Rofail says texture and detail were important to maintain the serene feeling of a forest retreat. Given the natural outlooks, the house is finished in a rich stained cedar and earthy paint colours. An aged oak floor runs right through the home, which is another nod to the setting.
"Part of the brief for the new house was to optimise natural ventilation and this style of architecture allowed us to do that," says Rofail. "As hot air rises, it is released through the open louvres in the upper windows, which in turn draw in cooler air from below. At the same time, the clerestory windows and high eaves allow maximum natural light to penetrate."
Just as the courtyard separates the old house from the new, a central deck and pool provide an internal division between the two-storey private section of the new house and the self-contained artist's studio. Here again, the facades are oriented to face each other. The studio has the same gabled roof form and wall of sliding glass doors as the house, ensuring this working space is also light-filled and airy.
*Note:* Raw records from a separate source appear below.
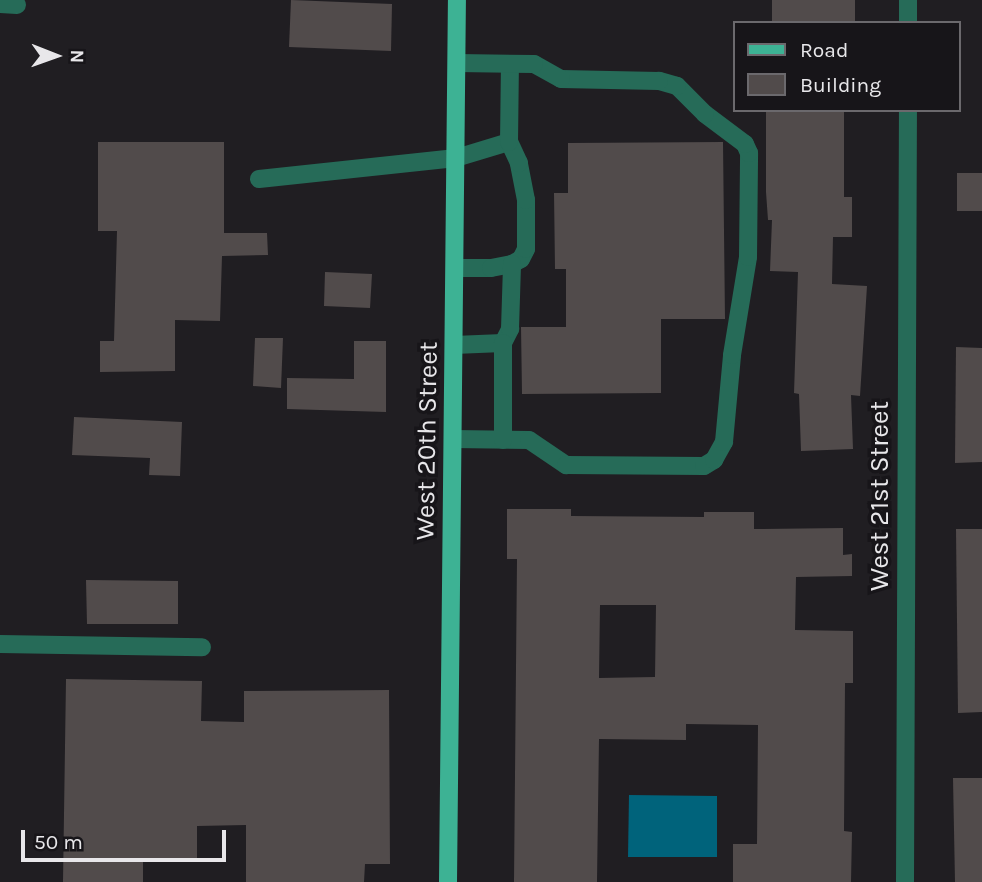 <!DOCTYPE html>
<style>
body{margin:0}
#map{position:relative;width:982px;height:882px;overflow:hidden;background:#201e22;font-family:Karla,sans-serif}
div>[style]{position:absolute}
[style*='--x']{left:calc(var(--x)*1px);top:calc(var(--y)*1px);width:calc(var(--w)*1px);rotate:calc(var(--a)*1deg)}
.water>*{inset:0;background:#00637b}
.building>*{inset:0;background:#514b4b}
.minor>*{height:18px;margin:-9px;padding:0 9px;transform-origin:9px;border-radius:9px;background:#266b58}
.major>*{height:18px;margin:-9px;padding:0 9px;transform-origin:9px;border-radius:9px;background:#3db294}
span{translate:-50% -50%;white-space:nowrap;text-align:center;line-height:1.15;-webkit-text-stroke:7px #171519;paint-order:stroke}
.street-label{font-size:26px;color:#e8e7ea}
.legend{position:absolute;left:733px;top:21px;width:228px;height:91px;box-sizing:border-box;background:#171519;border:2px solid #6b696d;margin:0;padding:9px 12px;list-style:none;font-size:21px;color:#e8e7ea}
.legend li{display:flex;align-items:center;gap:14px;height:35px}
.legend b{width:35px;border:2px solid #6b696d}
.north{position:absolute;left:21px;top:21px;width:70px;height:70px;-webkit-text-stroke:5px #171519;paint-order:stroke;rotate:91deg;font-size:19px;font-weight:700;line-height:28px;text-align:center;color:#e8e7ea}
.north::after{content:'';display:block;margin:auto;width:24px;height:32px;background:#e8e7ea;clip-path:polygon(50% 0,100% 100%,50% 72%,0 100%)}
.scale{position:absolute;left:21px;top:830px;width:205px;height:32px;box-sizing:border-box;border:4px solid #e8e7ea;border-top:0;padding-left:9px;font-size:21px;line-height:24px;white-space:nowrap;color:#e8e7ea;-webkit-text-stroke:5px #171519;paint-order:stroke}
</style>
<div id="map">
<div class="water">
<i style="clip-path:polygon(629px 795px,717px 796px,717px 857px,628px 857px)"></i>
</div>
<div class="building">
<i style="clip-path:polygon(291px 0,392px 4px,391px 51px,289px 47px)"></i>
<i style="clip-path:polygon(772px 0,855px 0,855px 23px,772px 23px)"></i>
<i style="clip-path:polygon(766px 110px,844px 110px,844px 197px,852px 197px,852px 237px,833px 237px,832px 284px,867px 286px,860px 396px,851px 395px,853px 449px,801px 451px,799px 394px,794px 393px,798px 272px,770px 271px,772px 220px,768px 220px,766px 192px)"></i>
<i style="clip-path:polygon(98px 142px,224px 142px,224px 233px,267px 233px,268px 255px,222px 256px,220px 321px,175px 320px,175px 371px,100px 372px,100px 341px,114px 341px,117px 231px,98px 231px)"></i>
<i style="clip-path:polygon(723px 142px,725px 319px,661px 319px,661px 393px,522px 394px,521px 327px,566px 327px,566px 269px,555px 269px,554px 193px,568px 193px,568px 143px)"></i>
<i style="clip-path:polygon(957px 173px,982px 173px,982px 211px,957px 211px)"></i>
<i style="clip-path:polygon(325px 272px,372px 274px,370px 308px,324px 306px)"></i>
<i style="clip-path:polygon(255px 338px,283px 338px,281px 388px,253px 386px)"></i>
<i style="clip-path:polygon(354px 341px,386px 341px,386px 412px,287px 409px,287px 378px,354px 379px)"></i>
<i style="clip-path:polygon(956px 347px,982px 348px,982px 462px,955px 463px)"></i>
<i style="clip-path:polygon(74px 417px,182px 422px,180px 476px,149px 475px,150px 458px,72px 455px)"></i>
<i style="clip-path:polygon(evenodd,507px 509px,571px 509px,571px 516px,704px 517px,704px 512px,754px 512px,754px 529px,843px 528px,843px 555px,852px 554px,852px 576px,796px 577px,795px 630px,853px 631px,853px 683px,845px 683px,844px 831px,852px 832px,851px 882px,733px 882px,733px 844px,757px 844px,758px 725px,686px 724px,686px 740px,599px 739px,597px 882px,514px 882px,517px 559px,507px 559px,507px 509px,600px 605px,656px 605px,655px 677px,599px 678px,600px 605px)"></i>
<i style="clip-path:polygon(956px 529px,982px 529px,982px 712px,958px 713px)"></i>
<i style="clip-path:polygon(86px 580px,178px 581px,178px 624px,87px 624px)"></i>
<i style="clip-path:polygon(66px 679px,202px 681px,201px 721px,244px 722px,244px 691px,389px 690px,390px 864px,365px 864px,364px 882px,246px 882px,246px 825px,197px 826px,197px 862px,143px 861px,143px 882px,63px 882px)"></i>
<i style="clip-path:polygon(953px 778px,982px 778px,982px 882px,955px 882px)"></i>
</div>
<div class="minor">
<i style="--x:0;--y:4;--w:17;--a:3"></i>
<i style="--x:908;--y:23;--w:23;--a:-90"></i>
<i style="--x:259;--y:179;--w:198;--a:-6.1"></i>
<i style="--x:456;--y:158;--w:55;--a:-16.8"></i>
<i style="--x:455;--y:268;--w:36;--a:0"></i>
<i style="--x:491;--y:268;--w:21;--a:-11"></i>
<i style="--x:512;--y:264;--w:10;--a:-29"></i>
<i style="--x:521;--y:259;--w:11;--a:-63"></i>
<i style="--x:526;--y:249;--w:49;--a:-90"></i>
<i style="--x:526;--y:200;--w:38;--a:-101"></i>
<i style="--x:519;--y:163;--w:23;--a:-115"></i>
<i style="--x:509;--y:142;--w:78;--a:-89.3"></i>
<i style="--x:454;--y:345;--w:49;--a:-2.3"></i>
<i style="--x:503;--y:343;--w:16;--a:-63"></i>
<i style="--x:510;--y:329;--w:65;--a:-88.2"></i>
<i style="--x:453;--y:439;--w:76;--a:0.8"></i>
<i style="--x:529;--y:440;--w:45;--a:34"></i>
<i style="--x:566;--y:465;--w:138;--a:0.4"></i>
<i style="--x:704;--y:466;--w:12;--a:-31"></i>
<i style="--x:714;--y:460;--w:21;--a:-61"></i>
<i style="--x:724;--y:442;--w:87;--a:-84.7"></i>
<i style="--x:732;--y:355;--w:99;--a:-80.7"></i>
<i style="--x:748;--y:257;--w:104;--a:-89.4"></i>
<i style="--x:749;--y:153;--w:10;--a:-114"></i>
<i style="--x:745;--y:144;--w:50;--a:-143.1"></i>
<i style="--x:705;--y:114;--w:40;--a:-135"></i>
<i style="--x:677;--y:86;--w:19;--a:-164"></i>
<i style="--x:659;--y:81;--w:98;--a:-178.8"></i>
<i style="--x:561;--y:79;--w:31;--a:-151"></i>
<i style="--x:534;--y:64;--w:77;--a:-179.3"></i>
<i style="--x:503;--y:440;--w:97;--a:-90"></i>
<i style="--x:0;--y:644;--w:202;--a:0.9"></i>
<i style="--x:905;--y:882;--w:772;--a:-89.78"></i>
</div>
<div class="major">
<i style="--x:448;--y:882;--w:882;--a:-89.42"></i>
</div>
<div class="street-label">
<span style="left:427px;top:441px;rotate:-89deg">West 20th Street</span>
<span style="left:880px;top:496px;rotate:-90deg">West 21st Street</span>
</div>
<ul class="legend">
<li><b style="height:9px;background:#3db294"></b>Road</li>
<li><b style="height:19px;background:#514b4b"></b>Building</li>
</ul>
<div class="north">N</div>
<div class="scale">50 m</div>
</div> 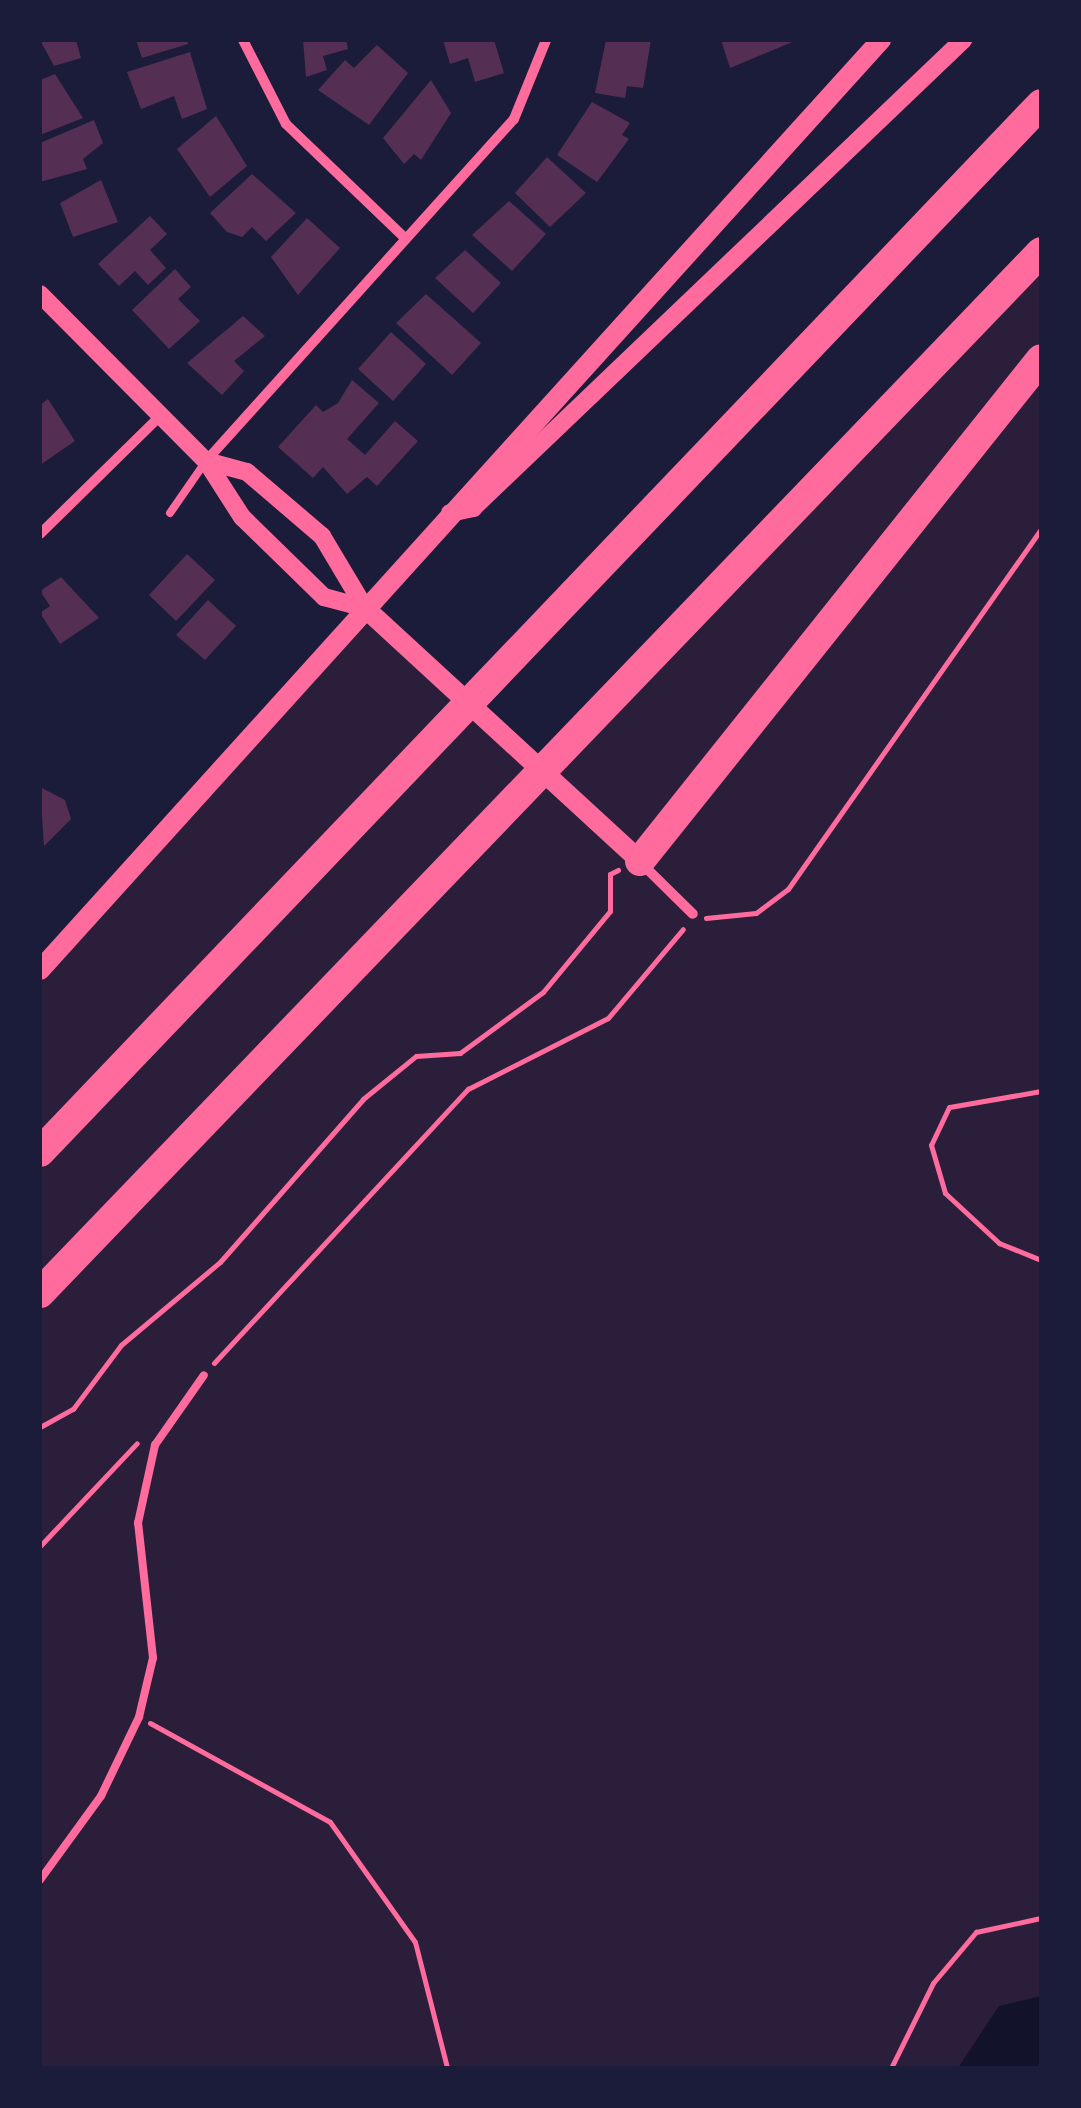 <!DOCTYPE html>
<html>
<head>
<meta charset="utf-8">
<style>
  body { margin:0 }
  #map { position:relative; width:1081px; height:2108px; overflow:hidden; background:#1b1b3a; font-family:Overpass,sans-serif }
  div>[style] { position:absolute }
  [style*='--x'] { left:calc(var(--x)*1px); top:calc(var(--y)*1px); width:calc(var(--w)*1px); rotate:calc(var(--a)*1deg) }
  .green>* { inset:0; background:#2a1e3b }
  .water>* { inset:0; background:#12122b }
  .building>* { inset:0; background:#542f53 }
  .path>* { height:5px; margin:-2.5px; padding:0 2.5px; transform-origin:2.5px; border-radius:2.5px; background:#ff6b9d }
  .service>* { height:8px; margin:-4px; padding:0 4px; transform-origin:4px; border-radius:4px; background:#ff6b9d }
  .minor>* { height:10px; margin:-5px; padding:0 5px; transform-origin:5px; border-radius:5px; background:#ff6b9d }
  .tertiary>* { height:18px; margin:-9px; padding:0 9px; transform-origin:9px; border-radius:9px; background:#ff6b9d }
  .secondary>* { height:20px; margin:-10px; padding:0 10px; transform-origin:10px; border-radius:10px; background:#ff6b9d }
  .motorway>* { height:30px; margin:-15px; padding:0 15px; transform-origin:15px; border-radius:15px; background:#ff6b9d }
  span { translate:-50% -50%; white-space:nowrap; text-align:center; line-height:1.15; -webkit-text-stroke:8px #1b1b3a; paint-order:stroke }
  .frame { position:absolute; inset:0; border:42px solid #1b1b3a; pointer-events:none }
</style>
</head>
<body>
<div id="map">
  <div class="green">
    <div style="clip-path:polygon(1041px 252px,1041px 2068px,40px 2068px,40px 968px,367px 600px,542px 770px)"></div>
  </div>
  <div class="water">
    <div style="clip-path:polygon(1041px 1996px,1041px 2068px,958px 2068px,999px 2006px)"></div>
  </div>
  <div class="building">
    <div style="clip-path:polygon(40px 40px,76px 40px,81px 58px,54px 66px)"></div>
    <div style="clip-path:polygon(136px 40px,187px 40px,188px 44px,142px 58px)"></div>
    <div style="clip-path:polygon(303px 40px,346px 40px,348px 49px,323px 56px,327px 70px,306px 77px)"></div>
    <div style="clip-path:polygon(443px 40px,494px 40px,504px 73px,475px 82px,468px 58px,450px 64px)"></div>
    <div style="clip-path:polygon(606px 40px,651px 40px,643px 88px,627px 86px,625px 98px,595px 93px)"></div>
    <div style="clip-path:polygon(721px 40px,797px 40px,730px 68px)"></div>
    <div style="clip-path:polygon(377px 45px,408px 73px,369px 125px,318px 90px,345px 60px,354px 68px)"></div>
    <div style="clip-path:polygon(190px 52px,207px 109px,182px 119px,174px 96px,141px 109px,127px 72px)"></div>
    <div style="clip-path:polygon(55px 74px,83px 118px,40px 135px,40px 80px)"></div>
    <div style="clip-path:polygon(431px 80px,451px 113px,421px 160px,414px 154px,404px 164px,383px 138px)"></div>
    <div style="clip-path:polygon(592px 102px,630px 123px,622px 135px,629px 139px,597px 182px,557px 155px)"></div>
    <div style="clip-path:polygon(216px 116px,247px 166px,210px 197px,177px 149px)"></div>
    <div style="clip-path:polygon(94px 120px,103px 143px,83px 159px,87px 169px,40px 182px,40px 143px)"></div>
    <div style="clip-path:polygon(547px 157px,586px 193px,550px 227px,515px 193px)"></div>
    <div style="clip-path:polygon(252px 174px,296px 213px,266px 241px,252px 227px,242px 237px,227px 232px,210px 213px)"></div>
    <div style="clip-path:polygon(101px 180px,118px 222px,73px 237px,60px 203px)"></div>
    <div style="clip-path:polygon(509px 201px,546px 234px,512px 271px,472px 235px)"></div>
    <div style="clip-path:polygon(150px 216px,167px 234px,150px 250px,166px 268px,148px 285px,135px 271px,119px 286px,98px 264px)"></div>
    <div style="clip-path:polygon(307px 218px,340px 248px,298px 295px,271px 257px)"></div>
    <div style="clip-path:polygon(465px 250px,501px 283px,473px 313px,435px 278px)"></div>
    <div style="clip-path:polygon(175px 269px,191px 287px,178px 299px,200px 321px,169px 349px,132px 310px)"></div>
    <div style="clip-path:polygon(426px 294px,481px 343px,452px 375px,396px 323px)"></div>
    <div style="clip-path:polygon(243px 316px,265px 336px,234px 361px,244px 371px,222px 395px,187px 363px)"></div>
    <div style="clip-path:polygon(391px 332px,426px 364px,393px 401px,358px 369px)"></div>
    <div style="clip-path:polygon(352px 380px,379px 403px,347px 439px,365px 455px,395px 421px,418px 441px,377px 486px,367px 477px,347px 494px,323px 467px,313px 478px,278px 447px,316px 405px,323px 412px,338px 403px)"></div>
    <div style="clip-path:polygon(48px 399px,75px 441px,40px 465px,40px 405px)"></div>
    <div style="clip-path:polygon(187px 554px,215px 580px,176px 621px,149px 595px)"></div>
    <div style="clip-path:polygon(61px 577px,99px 618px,60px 644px,40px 613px,50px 606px,40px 591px)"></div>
    <div style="clip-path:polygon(208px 600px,236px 626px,205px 660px,176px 635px)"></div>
    <div style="clip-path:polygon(40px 787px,65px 800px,71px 819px,44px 846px)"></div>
  </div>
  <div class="path">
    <div style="--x:706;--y:918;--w:50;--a:-5.7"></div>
    <div style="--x:756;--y:913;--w:40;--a:-37"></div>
    <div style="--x:788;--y:889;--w:440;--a:-54.9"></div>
    <div style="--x:1041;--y:1091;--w:93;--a:170.1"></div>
    <div style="--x:949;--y:1107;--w:42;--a:115.3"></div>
    <div style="--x:931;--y:1145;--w:50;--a:73.7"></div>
    <div style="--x:945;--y:1193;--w:74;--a:42.8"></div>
    <div style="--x:999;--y:1243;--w:45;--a:22"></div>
    <div style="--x:214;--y:1363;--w:374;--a:-47.2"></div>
    <div style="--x:468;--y:1089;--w:157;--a:-26.9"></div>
    <div style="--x:608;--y:1018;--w:116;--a:-49.9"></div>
    <div style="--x:40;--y:1427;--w:38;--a:-29"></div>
    <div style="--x:73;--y:1409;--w:80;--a:-53.1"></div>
    <div style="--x:121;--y:1345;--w:129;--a:-40"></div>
    <div style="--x:220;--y:1262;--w:217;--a:-48.7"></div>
    <div style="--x:363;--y:1099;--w:68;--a:-39.1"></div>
    <div style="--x:416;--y:1056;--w:44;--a:-3.9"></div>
    <div style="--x:460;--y:1053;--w:103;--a:-36.3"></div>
    <div style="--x:543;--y:992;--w:105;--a:-50.4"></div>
    <div style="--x:610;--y:911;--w:37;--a:-90"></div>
    <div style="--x:610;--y:874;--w:9;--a:-27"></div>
    <div style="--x:40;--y:1546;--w:141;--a:-46.7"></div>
    <div style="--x:150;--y:1723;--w:205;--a:28.8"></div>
    <div style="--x:330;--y:1822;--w:147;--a:54.7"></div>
    <div style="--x:415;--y:1942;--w:130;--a:75.7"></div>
    <div style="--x:891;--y:2068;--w:95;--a:-63.7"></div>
    <div style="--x:933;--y:1983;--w:67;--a:-49.9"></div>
    <div style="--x:976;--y:1932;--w:66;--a:-12.2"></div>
  </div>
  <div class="service">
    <div style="--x:170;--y:513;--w:63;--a:-55.3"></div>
    <div style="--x:40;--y:1880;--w:104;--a:-54"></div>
    <div style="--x:101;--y:1796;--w:88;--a:-64.3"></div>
    <div style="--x:139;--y:1717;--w:61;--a:-76.7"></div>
    <div style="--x:153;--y:1658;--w:136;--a:-96.3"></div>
    <div style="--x:138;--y:1523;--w:80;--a:-77.7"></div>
    <div style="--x:155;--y:1445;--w:85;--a:-55"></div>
  </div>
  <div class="minor">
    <div style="--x:243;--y:40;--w:94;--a:62.9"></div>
    <div style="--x:286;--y:124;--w:166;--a:43.8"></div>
    <div style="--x:206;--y:461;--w:460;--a:-48"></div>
    <div style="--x:514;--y:119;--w:85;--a:-67.9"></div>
    <div style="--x:40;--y:534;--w:167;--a:-44.5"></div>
    <div style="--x:640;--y:862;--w:74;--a:44.5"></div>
  </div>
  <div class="tertiary">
    <div style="--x:40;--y:294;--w:235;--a:45.2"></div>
    <div style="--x:206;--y:461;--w:67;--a:57.3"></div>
    <div style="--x:242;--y:517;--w:115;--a:44.3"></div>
    <div style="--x:324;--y:597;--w:42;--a:15"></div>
    <div style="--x:206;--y:461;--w:42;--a:15"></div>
    <div style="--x:247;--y:472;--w:99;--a:40.5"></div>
    <div style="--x:322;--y:536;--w:84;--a:59.2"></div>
    <div style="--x:450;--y:513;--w:24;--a:-12"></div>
    <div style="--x:473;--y:508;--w:678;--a:-43.68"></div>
  </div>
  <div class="secondary">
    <div style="--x:365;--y:608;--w:374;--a:42.6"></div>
    <div style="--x:40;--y:970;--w:1254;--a:-47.88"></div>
  </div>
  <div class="motorway">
    <div style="--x:640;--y:861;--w:642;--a:-51.38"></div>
    <div style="--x:40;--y:1152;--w:1449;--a:-46.31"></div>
    <div style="--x:40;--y:1293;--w:1444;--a:-46.12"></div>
  </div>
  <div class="frame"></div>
</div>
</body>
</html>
The entry to the secondary yard and studio from the main courtyard is through an old brick wall. This was retained from the original structure Rofail says he was keen to incorporate what he could of the old into the new. To the right of the entry, a protruding wall shows the position of the staircase inside the home. This element is finished in Mini Orb, creating a contrasting feature surface. The sleek corrugated iron facing also echoes the lines of the V-groove panels on the cladding and eaves, as does the timber decking around the pool.
"Despite the rather tight footprint, and urban high-density surroundings, this design achieves a sense of privacy and spaciousness by turning inward, with the public spaces looking to the leafy heart of the property," says Rofail.